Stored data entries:
————

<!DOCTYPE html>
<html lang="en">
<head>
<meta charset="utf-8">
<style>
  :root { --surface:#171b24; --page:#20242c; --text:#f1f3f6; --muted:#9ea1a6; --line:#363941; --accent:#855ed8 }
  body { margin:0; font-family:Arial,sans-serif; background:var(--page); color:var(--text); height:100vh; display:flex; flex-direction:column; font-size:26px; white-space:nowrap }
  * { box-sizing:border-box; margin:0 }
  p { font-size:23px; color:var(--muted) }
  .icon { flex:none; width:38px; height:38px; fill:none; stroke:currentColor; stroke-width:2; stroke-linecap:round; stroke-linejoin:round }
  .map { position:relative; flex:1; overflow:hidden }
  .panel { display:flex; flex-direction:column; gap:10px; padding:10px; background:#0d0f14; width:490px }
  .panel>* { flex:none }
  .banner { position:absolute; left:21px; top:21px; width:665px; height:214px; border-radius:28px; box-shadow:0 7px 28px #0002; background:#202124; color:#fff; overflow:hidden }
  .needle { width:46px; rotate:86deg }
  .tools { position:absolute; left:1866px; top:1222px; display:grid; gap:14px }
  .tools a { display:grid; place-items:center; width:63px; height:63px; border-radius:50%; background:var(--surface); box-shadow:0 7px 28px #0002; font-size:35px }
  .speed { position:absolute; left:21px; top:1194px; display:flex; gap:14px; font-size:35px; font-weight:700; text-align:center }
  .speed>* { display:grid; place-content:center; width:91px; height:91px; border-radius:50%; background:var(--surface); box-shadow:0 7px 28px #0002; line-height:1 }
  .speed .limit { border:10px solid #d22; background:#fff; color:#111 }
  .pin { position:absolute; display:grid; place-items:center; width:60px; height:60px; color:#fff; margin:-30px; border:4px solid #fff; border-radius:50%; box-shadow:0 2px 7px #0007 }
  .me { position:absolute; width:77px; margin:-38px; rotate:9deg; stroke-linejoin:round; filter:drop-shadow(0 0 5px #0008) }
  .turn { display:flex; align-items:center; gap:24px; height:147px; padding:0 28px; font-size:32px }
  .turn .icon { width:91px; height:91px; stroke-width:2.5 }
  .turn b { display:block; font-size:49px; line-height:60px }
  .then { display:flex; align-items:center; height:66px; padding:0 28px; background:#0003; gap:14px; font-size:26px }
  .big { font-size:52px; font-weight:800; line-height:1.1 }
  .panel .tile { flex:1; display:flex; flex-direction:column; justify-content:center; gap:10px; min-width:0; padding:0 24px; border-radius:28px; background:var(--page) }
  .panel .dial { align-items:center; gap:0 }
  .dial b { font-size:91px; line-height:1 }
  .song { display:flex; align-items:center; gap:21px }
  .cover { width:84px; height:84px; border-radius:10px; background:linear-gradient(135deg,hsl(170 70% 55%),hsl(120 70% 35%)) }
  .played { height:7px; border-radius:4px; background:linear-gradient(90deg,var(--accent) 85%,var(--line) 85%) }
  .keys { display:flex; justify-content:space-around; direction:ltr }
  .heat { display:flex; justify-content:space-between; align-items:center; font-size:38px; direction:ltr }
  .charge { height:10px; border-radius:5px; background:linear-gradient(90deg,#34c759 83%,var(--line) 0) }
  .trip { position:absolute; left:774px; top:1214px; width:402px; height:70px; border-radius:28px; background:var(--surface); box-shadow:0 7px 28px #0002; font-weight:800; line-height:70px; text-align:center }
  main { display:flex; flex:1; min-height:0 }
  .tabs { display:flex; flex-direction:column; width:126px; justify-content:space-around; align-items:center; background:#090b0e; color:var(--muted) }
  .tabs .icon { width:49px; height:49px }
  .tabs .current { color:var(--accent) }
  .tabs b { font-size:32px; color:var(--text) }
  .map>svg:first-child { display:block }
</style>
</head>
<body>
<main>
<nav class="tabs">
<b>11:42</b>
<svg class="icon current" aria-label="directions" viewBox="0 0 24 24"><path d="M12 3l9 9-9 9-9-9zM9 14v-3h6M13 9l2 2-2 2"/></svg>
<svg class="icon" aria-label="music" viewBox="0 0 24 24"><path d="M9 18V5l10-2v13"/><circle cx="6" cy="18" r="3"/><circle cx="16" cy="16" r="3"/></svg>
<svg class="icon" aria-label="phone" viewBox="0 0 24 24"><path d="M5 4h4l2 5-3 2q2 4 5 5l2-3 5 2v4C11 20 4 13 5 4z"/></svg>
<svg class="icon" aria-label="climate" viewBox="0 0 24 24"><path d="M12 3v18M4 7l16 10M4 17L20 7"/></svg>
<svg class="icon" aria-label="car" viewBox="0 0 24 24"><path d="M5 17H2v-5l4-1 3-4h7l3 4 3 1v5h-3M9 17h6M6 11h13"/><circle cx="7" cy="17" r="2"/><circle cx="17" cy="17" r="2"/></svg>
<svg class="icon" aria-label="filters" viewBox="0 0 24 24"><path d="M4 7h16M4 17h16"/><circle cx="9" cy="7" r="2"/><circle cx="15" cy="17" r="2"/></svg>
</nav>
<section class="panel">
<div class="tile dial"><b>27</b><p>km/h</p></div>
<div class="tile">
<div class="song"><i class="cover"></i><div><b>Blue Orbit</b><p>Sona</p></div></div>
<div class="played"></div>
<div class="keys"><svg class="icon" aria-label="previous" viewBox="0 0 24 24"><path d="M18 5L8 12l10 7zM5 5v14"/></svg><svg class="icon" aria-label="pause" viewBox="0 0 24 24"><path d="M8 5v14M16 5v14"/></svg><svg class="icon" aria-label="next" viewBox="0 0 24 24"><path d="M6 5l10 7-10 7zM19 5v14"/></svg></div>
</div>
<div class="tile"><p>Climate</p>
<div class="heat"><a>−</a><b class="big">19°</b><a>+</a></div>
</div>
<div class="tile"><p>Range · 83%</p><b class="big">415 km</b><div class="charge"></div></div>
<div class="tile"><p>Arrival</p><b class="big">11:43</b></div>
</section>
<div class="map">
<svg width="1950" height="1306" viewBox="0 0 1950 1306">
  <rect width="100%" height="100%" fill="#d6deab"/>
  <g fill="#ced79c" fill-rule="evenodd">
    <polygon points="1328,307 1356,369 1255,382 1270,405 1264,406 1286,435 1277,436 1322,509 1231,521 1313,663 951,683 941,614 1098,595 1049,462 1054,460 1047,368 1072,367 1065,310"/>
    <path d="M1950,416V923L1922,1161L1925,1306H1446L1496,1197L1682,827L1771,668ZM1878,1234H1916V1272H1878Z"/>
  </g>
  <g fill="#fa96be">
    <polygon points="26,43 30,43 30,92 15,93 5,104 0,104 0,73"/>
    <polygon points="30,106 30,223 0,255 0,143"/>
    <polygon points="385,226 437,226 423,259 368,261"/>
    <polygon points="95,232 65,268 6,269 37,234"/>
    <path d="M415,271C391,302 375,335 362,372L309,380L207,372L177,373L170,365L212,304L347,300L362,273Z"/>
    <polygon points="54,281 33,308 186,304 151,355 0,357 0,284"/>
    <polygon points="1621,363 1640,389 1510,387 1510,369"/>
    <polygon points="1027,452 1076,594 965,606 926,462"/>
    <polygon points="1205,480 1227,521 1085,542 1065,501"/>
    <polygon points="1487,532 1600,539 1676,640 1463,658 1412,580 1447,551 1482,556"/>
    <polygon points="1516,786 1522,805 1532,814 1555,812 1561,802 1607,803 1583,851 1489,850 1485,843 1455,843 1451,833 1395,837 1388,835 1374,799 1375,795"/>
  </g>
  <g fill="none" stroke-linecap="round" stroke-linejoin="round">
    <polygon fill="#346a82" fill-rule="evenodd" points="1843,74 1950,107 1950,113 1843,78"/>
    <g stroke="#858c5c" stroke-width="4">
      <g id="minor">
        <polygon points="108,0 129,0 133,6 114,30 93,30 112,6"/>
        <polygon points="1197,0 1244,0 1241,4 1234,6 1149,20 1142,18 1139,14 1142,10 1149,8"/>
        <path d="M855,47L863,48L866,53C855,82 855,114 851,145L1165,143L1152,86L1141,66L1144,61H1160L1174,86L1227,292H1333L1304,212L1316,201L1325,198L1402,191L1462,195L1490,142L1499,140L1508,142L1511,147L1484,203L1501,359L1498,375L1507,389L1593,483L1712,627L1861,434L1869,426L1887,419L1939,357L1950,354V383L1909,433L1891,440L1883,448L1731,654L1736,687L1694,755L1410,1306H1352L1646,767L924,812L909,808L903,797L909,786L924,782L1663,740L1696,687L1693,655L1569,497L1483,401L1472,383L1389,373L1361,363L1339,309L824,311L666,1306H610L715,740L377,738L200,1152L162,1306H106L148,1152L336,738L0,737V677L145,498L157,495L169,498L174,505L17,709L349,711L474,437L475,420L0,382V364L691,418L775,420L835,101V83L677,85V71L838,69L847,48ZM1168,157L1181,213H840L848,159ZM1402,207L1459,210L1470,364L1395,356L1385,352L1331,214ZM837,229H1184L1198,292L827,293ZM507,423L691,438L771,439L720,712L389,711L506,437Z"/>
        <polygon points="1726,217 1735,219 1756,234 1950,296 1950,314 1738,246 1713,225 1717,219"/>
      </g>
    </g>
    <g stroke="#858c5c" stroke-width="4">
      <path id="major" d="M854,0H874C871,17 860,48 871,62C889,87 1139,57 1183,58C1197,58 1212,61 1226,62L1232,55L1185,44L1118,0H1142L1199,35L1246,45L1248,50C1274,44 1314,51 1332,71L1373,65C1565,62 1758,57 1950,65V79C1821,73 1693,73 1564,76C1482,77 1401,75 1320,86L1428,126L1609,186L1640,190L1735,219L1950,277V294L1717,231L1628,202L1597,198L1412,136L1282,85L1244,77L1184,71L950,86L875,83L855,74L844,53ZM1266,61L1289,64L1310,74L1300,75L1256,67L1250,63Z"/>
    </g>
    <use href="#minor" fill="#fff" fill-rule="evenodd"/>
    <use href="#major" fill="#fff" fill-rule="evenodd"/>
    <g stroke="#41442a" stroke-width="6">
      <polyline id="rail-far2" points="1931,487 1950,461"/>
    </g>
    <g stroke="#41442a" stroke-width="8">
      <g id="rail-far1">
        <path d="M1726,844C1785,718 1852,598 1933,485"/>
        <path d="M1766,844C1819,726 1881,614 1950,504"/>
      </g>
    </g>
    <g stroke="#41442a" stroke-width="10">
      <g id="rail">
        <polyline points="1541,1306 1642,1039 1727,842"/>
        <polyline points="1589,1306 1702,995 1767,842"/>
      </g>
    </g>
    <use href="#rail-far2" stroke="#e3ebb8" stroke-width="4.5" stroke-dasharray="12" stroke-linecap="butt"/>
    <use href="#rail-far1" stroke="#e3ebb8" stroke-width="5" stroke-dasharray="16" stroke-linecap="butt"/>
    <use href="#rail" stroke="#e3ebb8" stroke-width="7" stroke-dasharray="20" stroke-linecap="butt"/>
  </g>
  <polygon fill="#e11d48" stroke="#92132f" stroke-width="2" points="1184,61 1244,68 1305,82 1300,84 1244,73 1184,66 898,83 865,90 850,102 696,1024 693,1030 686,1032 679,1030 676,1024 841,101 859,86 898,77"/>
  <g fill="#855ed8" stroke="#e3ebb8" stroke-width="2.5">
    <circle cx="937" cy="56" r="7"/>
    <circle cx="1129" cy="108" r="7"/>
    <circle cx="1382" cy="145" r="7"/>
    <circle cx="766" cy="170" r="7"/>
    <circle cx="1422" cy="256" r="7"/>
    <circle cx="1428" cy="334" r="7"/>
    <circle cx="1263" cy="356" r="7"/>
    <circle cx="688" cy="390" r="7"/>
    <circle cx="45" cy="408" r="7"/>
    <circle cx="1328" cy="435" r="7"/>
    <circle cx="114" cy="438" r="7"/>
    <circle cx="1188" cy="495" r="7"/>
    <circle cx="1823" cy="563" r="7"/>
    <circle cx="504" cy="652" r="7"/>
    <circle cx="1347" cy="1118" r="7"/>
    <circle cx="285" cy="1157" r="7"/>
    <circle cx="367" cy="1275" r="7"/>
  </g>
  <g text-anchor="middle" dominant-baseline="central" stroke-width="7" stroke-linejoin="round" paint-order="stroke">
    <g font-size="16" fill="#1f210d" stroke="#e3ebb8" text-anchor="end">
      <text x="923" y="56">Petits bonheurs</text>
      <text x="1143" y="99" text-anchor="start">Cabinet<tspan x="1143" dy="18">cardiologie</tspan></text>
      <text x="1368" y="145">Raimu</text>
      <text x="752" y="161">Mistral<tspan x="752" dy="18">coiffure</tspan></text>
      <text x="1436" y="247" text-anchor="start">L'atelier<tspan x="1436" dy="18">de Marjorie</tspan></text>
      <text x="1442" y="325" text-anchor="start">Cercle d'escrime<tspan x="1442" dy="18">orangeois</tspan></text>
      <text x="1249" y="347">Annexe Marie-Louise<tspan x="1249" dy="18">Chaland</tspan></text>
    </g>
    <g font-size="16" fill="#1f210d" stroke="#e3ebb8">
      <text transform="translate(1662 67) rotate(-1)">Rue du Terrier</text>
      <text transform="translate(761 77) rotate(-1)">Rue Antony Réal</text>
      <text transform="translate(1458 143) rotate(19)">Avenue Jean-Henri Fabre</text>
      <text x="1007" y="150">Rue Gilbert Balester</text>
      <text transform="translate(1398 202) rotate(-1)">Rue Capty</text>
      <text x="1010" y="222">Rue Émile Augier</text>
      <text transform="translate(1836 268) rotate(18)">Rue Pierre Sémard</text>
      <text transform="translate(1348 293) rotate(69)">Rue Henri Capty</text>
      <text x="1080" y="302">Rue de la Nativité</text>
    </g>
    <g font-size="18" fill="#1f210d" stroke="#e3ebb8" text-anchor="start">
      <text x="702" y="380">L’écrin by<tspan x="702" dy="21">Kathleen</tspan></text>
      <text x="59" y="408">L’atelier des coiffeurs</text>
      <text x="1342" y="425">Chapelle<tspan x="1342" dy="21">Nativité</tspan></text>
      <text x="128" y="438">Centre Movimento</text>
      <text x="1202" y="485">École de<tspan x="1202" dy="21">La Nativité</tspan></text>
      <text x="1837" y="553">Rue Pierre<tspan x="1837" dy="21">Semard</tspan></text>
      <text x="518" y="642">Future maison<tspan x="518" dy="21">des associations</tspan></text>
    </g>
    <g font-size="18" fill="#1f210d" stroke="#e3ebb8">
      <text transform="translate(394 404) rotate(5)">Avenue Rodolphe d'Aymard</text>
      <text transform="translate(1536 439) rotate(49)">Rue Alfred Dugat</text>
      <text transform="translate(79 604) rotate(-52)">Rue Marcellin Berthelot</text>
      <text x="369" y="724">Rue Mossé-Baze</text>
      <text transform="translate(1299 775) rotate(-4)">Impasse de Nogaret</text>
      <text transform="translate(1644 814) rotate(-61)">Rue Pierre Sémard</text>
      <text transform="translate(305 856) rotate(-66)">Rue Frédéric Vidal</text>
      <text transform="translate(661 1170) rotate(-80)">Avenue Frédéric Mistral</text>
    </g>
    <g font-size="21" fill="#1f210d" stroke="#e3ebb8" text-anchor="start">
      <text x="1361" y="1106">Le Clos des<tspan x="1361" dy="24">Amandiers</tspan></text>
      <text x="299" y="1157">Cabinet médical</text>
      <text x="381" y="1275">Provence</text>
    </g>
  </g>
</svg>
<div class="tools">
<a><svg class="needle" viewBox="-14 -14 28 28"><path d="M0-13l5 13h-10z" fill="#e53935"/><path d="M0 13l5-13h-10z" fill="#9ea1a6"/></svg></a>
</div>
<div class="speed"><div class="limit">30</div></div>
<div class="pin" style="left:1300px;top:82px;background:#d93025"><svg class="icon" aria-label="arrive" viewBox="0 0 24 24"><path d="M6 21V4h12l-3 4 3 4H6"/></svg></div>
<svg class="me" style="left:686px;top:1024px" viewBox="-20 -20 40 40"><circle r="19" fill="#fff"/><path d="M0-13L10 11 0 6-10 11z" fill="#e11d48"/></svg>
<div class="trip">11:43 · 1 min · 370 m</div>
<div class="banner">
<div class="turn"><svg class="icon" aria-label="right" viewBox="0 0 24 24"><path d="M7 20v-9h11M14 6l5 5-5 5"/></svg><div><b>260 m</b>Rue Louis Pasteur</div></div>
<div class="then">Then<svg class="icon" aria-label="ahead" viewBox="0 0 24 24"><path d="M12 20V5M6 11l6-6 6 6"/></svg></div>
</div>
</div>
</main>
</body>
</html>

————

What you are asked to do: Some lines above contain the word "keys". Copy each of them.

Response to the task:
  .keys { display:flex; justify-content:space-around; direction:ltr }
<div class="keys"><svg class="icon" aria-label="previous" viewBox="0 0 24 24"><path d="M18 5L8 12l10 7zM5 5v14"/></svg><svg class="icon" aria-label="pause" viewBox="0 0 24 24"><path d="M8 5v14M16 5v14"/></svg><svg class="icon" aria-label="next" viewBox="0 0 24 24"><path d="M6 5l10 7-10 7zM19 5v14"/></svg></div>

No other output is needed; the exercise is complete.